The antibody modification protocol used in this study ends after introduction of the disulfide groups. The standard protocol would involve further reduction of the disulfides to thiols as they have high affinity towards gold. However, due to high reactivity of thiols there is a risk of cluster formation between the molecules instead of attachment to gold. Furthermore, it has been known that disulfides have equally high affinity to gold as thiols [20] but are less reactive and thus chosen in this study for the overnight functionalization scheme. Moreover, the reducing agents, such as dithiotreithol often used in the procedure, destroy the disulfide bridges in the native form of the antibodies affecting their target binding capacity. The main advantage of the chosen protocol is the one-step immobilisation and ease of antibody modification. However, the addition of disulfide groups to primary amines can affect the orientation of the antibodies as the primary amines are present throughout the entire structure of the antibody.

We demonstrated a sensitivity of the biosensor down to 10 CFU/mL in a PBS sample, which is at the clinically relevant levels. The normalization of the results was done to accommodate the sensor-to-sensor variation due to the self-assembly process of antibodies immobilization. Each sensor contains 11 working electrodes, however for the lowest tested concentration of 10 CFU/mL, the resistance increased only for few tested electrodes. Hence, the large standard deviation. This can be explained by the fact that the volume of 100 $\mathsf{\mu }$L used for incubation of C. albicans with the membrane sensor only contains a few C. albicans cells available for binding to the electrode surface. Considering the fact that the antibodies modified with disulfides bind to any gold surface on the membrane sensor some of the C. albicans present in such a low concentrated sample can easily bind to reference or counter electrodes and will not be detected on the working electrode.

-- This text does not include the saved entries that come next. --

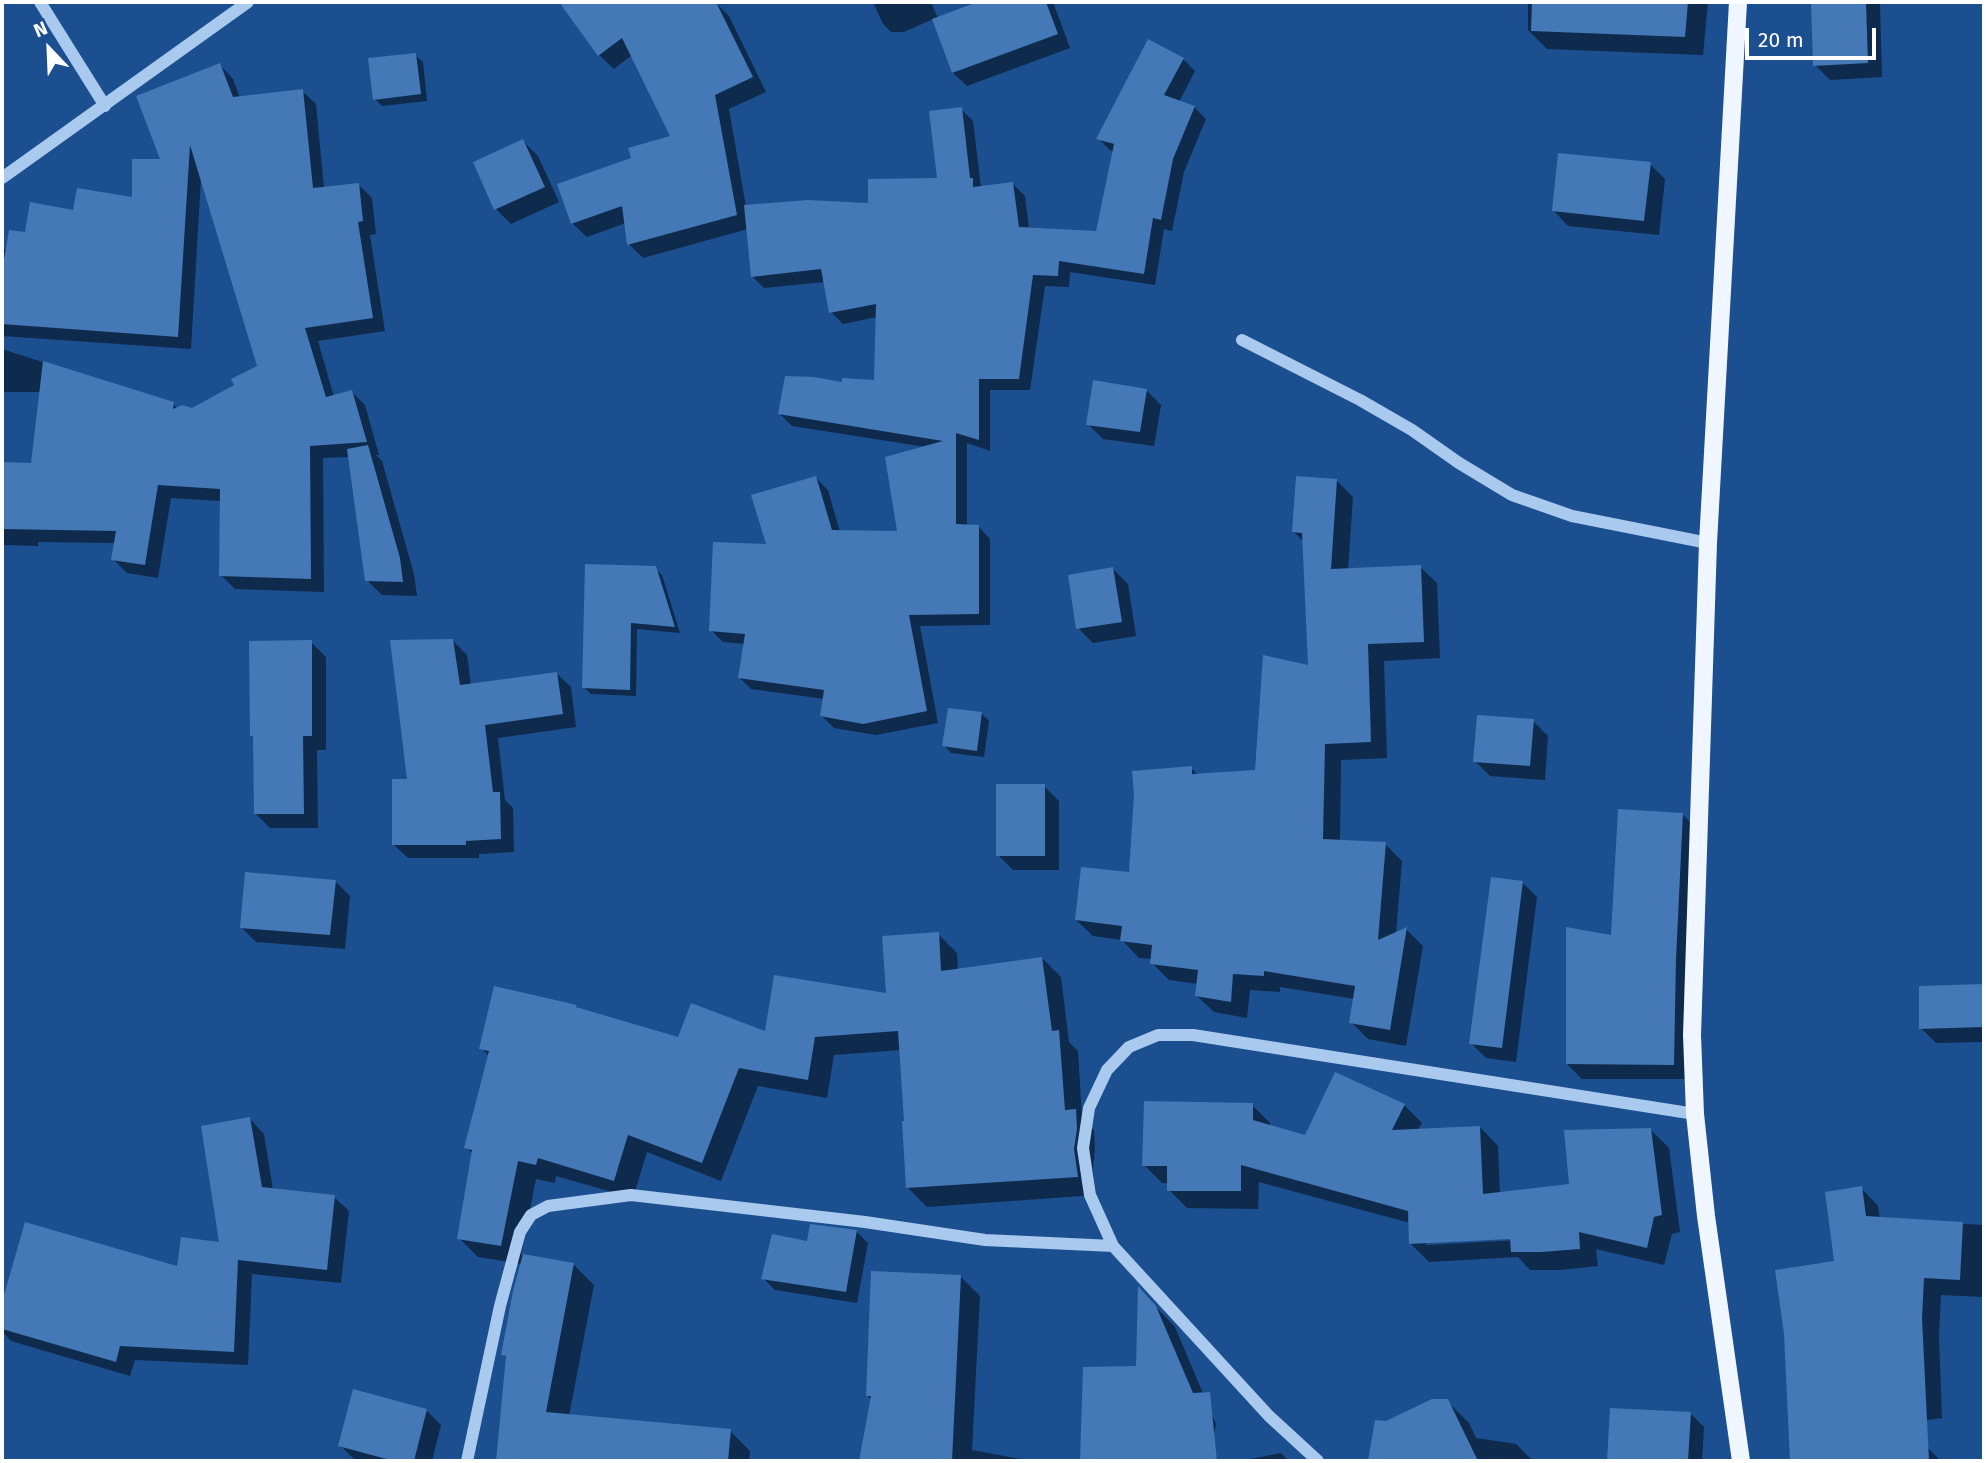 <!DOCTYPE html>
<html>
<head>
<meta charset="utf-8">
<style>
	body { margin:0 }
	#map { position:relative; width:1986px; height:1463px; overflow:hidden; background:#1b4f8f; font-family:"Fira Sans",sans-serif }
	canvas { display:block }
	.frame { position:absolute; inset:0; border:4px solid #fff; pointer-events:none }
	.north { position:absolute; left:14px; top:14px; width:70px; height:70px; -webkit-text-stroke:5px #1b4f8f; paint-order:stroke; rotate:337deg; font-size:19px; font-weight:700; line-height:28px; text-align:center; color:#fff }
	.north::after { content:''; display:block; margin:auto; width:24px; height:32px; background:#fff; clip-path:polygon(50% 0,100% 100%,50% 72%,0 100%) }
	.scale { position:absolute; left:1745px; top:28px; width:131px; height:32px; box-sizing:border-box; border:4px solid #fff; border-top:0; padding-left:9px; font-size:21px; line-height:24px; white-space:nowrap; color:#fff; -webkit-text-stroke:5px #1b4f8f; paint-order:stroke }
</style>
</head>
<body>
<div id="map">
<canvas width="1986" height="1463"></canvas>
<div class="frame"></div>
<div class="north">N</div>
<div class="scale">20 m</div>
</div>
<script>
const context = document.querySelector('canvas').getContext('2d');
context.lineJoin = 'round';
function fillPath(path, color) { context.fillStyle = color; context.fill(path, 'evenodd'); }
const shape = rows => new Path2D(rows.map(r => 'M' + r).join(''));
function stroke(path, color, width, dash) { context.strokeStyle = color; context.lineWidth = width; context.lineCap = dash ? 'butt' : 'round'; context.setLineDash(dash || []); context.stroke(path); }
fillPath(shape([
	[588,2,690,2,696,11,715,2,729,16,766,92,729,109,746,207,869,205,939,180,961,109,973,121,981,188,1013,184,1025,196,1029,229,1098,233,1114,152,1110,150,1098,138,1183,59,1195,71,1179,102,1194,107,1206,119,1184,172,1172,231,1164,229,1155,285,1070,272,1069,287,1045,286,1030,390,990,390,990,451,967,443,967,526,978,526,990,539,990,625,920,626,938,723,876,735,834,728,822,716,824,699,751,689,739,677,745,644,723,642,711,630,816,478,828,490,840,532,899,533,926,447,792,426,780,414,845,384,876,382,877,317,843,324,831,312,825,282,764,288,752,276,748,229,643,258,629,244,626,223,587,237,572,223,633,159,672,137,632,55,614,69,599,55,570,15],
	[873,2,931,2,938,19,982,2,1053,2,1070,48,967,86,953,73,933,19,904,32,891,32,883,24],
	[1528,2,1708,2,1703,55,1547,49,1528,30],
	[1812,2,1880,2,1882,77,1830,80,1815,65],
	[415,55,423,62,427,101,382,106,375,99],
	[220,65,233,79,240,98,302,91,316,104,324,188,359,185,372,198,376,234,370,235,385,331,318,341,334,397,352,392,365,405,379,455,376,455,382,461,414,574,417,596,382,595,367,580,350,457,323,458,324,592,235,589,221,575,221,501,171,498,158,578,127,573,113,559,116,543,38,542,38,546,2,545,2,464,32,464,41,392,2,392,2,349,173,404,178,409,192,410,237,386,259,367,201,178,191,349,2,336,2,249,7,249,26,234,75,212,133,199,163,161],
	[523,141,538,156,559,202,511,224,496,209],
	[1650,164,1665,179,1659,235,1568,226,1554,211],
	[1146,390,1161,405,1154,446,1103,439,1088,424],
	[1336,480,1353,497,1348,570,1420,567,1437,583,1440,658,1384,661,1387,758,1341,760,1340,841,1385,844,1402,861,1396,934,1406,929,1423,946,1406,1046,1368,1039,1351,1022,1355,999,1280,987,1280,992,1250,990,1247,1018,1214,1012,1197,996,1198,984,1169,980,1152,963,1153,959,1139,958,1122,940,1093,936,1076,920,1130,874,1191,768,1199,776,1256,771,1310,667,1304,542,1294,532],
	[655,568,662,575,680,633,637,629,636,696,591,694,584,687],
	[1113,569,1128,584,1136,636,1093,643,1078,628],
	[453,641,467,655,471,685,557,674,571,687,576,727,498,738,505,800,513,808,514,852,479,854,479,858,408,858,394,845,409,781],
	[311,642,326,657,326,750,317,750,318,828,270,828,255,813,255,739,252,736],
	[982,714,989,721,984,757,951,753,944,745],
	[1533,721,1548,736,1545,780,1490,776,1475,761],
	[1044,786,1059,801,1059,870,1013,870,998,855],
	[1683,815,1698,830,1689,1079,1582,1079,1567,1064,1613,937],
	[335,881,350,896,345,949,256,942,241,927],
	[1522,882,1537,897,1516,1062,1486,1058,1471,1043],
	[938,934,957,953,958,970,1042,958,1061,977,1069,1042,1078,1051,1082,1118,1094,1130,1095,1149,1093,1169,1096,1195,927,1207,908,1188,906,1123,901,1050,834,1055,827,1098,758,1086,721,1181,647,1152,633,1198,556,1176,555,1183,536,1179,521,1255,574,1265,594,1285,569,1416,730,1431,750,1451,749,1461,498,1461,508,1359,503,1354,522,1264,478,1257,459,1238,473,1154,466,1147,489,1056,481,1048,576,1006,579,1010,679,1039,766,1033,888,995],
	[1984,986,1984,1042,1936,1043,1921,1028,1921,988],
	[1252,1105,1270,1123,1270,1127,1306,1137,1404,1105,1422,1123,1418,1130,1480,1127,1498,1146,1500,1194,1571,1185,1651,1130,1669,1148,1680,1232,1672,1234,1664,1265,1596,1249,1598,1266,1560,1270,1530,1270,1518,1257,1429,1262,1411,1244,1410,1223,1259,1182,1258,1209,1187,1208,1169,1190,1169,1183,1162,1183,1144,1165],
	[1519,1237,1519,1240,1426,1245,1426,1242],
	[250,1119,264,1134,273,1190,334,1197,349,1211,341,1283,252,1274,248,1365,135,1360,130,1376,11,1341,2,1331,2,1309,27,1224,179,1268,222,1244],
	[1861,1188,1878,1206,1880,1219,1984,1225,1984,1297,1941,1295,1939,1337,1942,1418,1890,1425,1928,1448,1941,1461,1792,1461,1786,1334,1836,1262],
	[856,1231,868,1243,857,1303,775,1290,763,1278,808,1243],
	[960,1276,980,1296,972,1450,1031,1461,860,1461,872,1400,867,1395],
	[1140,1290,1175,1327,1216,1424,1208,1461,1082,1461,1085,1369,1137,1368],
	[1447,1401,1469,1423,1476,1438,1516,1444,1533,1461,1370,1461,1376,1422,1386,1423],
	[1612,1409,1690,1413,1704,1427,1702,1461,1609,1461],
	[426,1410,441,1425,432,1461,358,1461,355,1460,340,1445],
	[1281,1453,1289,1461,1241,1461]
]), '#0007');
fillPath(shape([
	[559,2,716,2,753,77,715,95,737,215,627,245,622,206,571,224,557,184,631,158,628,148,670,136,622,38,598,56],
	[977,2,1046,2,1058,34,952,73,932,19],
	[1532,2,1688,2,1685,37,1531,31],
	[1811,2,1866,2,1868,63,1813,66],
	[1148,39,1184,58,1164,95,1195,106,1173,159,1161,220,1153,218,1144,274,1059,261,1058,276,1033,275,1019,379,979,379,979,440,956,433,956,524,979,525,979,614,909,615,927,711,863,724,820,716,824,690,738,678,745,634,709,631,713,542,766,544,751,495,816,476,832,530,897,531,885,457,943,441,778,414,785,376,814,377,842,382,842,378,874,380,876,304,829,313,821,269,751,277,744,205,808,200,868,203,868,179,937,178,929,111,962,107,970,178,973,178,973,187,1013,182,1019,227,1096,231,1114,144,1096,139],
	[416,53,421,94,373,100,368,58],
	[220,63,233,97,303,89,313,188,359,183,363,221,358,222,373,318,305,328,326,397,352,390,367,442,310,446,311,579,219,576,220,489,158,485,145,565,111,560,116,531,2,529,2,462,31,463,43,361,174,402,173,409,182,405,192,408,234,385,231,379,257,366,190,145,178,337,2,324,2,271,9,230,25,232,30,202,73,210,77,188,132,197,132,159,160,159,136,96],
	[523,139,545,187,494,210,473,162],
	[1558,153,1651,162,1644,221,1552,211],
	[1093,380,1147,389,1140,432,1086,425],
	[368,445,400,558,403,582,365,581,347,449],
	[1296,476,1337,479,1331,569,1421,565,1424,642,1368,644,1371,742,1325,744,1323,839,1386,842,1378,940,1407,927,1390,1030,1349,1023,1355,986,1264,971,1264,976,1233,974,1231,1002,1195,996,1198,970,1150,964,1152,945,1120,941,1122,926,1075,920,1081,867,1129,872,1134,794,1132,771,1192,766,1192,774,1255,770,1263,655,1308,665,1302,533,1292,532],
	[585,564,656,566,675,627,631,623,630,690,582,688],
	[1113,567,1122,622,1076,629,1068,575],
	[453,639,460,685,557,672,563,714,485,725,493,792,500,792,501,839,466,841,466,845,392,845,392,779,407,779,390,640],
	[312,640,312,736,303,736,304,814,254,814,253,736,250,736,249,641],
	[948,708,982,712,977,751,942,746],
	[1477,715,1534,719,1530,766,1473,762],
	[996,784,1045,784,1045,856,996,856],
	[1618,809,1683,813,1676,959,1674,1065,1566,1064,1566,927,1611,935],
	[245,872,336,880,330,935,240,928],
	[1491,877,1523,881,1502,1048,1469,1044],
	[939,932,941,971,1042,957,1052,1031,1059,1030,1065,1110,1076,1109,1077,1129,1074,1149,1078,1177,906,1188,902,1121,904,1121,898,1031,815,1037,808,1080,739,1068,702,1163,628,1135,614,1181,538,1158,536,1165,518,1161,501,1246,457,1239,472,1150,464,1148,489,1051,479,1049,494,986,577,1005,576,1007,678,1037,691,1003,765,1031,774,975,886,993,882,936],
	[1984,984,1984,1027,1919,1029,1919,986],
	[1335,1072,1405,1104,1392,1130,1480,1126,1483,1194,1569,1184,1564,1130,1651,1128,1662,1215,1654,1217,1647,1248,1579,1232,1580,1249,1541,1252,1511,1252,1510,1239,1409,1244,1408,1211,1241,1165,1241,1191,1167,1191,1167,1166,1142,1166,1144,1101,1253,1103,1253,1120,1305,1135],
	[250,1117,262,1187,335,1195,327,1270,238,1260,234,1352,120,1346,116,1362,2,1329,2,1302,25,1222,177,1266,181,1237,219,1242,201,1126],
	[1862,1186,1866,1216,1963,1222,1960,1280,1924,1278,1922,1318,1929,1461,1790,1461,1784,1334,1775,1270,1834,1261,1825,1192],
	[810,1224,857,1230,846,1292,761,1279,772,1234,807,1241],
	[523,1254,574,1263,546,1412,731,1429,728,1461,496,1461,506,1356,501,1355,513,1291],
	[871,1271,961,1275,952,1461,859,1461,871,1396,866,1396],
	[1138,1286,1156,1306,1193,1393,1210,1392,1217,1461,1080,1461,1083,1367,1136,1366],
	[353,1389,427,1409,414,1461,394,1461,338,1446],
	[1432,1399,1448,1399,1478,1461,1368,1461,1375,1420,1386,1421],
	[1610,1408,1691,1412,1688,1461,1607,1461]
]), '#4478b7');
stroke(shape([
	[40,2,105,106],
	[2,178,248,2],
	[1242,340,1360,400,1412,430,1459,463,1512,495,1572,516,1708,543],
	[467,1461,500,1306,520,1232,531,1215,548,1206,631,1195,865,1222,985,1240,1113,1246],
	[1318,1461,1269,1416,1113,1246,1090,1195,1083,1148,1089,1108,1107,1070,1129,1047,1158,1035,1193,1035,1695,1114]
]), '#a9c9ee', 12);
stroke(shape([
	[1738,2,1708,543,1692,1035,1695,1114,1706,1216,1741,1461]
]), '#f0f6ff', 18);
</script>
</body>
</html>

We have shown that our sensor can successfully distinguish other yeast cells and its specificity will be further explored with other Candida sp. The sensing was performed in less than an hour including the washing steps that can be optimized in the future to shorten the time-to-answer even further. In the current study the porosity of the membrane is not used in the experiments; however, we envision using the porous structure for simultaneous filtering of the blood cells and sensing of the pathogens in the blood sample. If necessary, membranes with smaller pores will be used to avoid loss of Candida cells through the pores.

5. Conclusions

In this article we have shown a potential for electrochemical impedance detection of Candida albicans at clinically relevant concentrations. The developed sensor showed high sensitivity and specificity towards Candida albicans providing accurate and fast detection in less than 1 h. Future work requires optimization of the sensor functionalization protocol to ensure more reliable target binding. The membrane based sensor will be further modified to enable blood processing by filtration and diagnostics of Candida albicans infections directly from blood samples. When combined with the blood sample preparation, our sensor is a promising diagnostic tool for detecting Candida infections in immunocompromised patients which aids fast diagnostics to improve the treatment with antifungal drugs.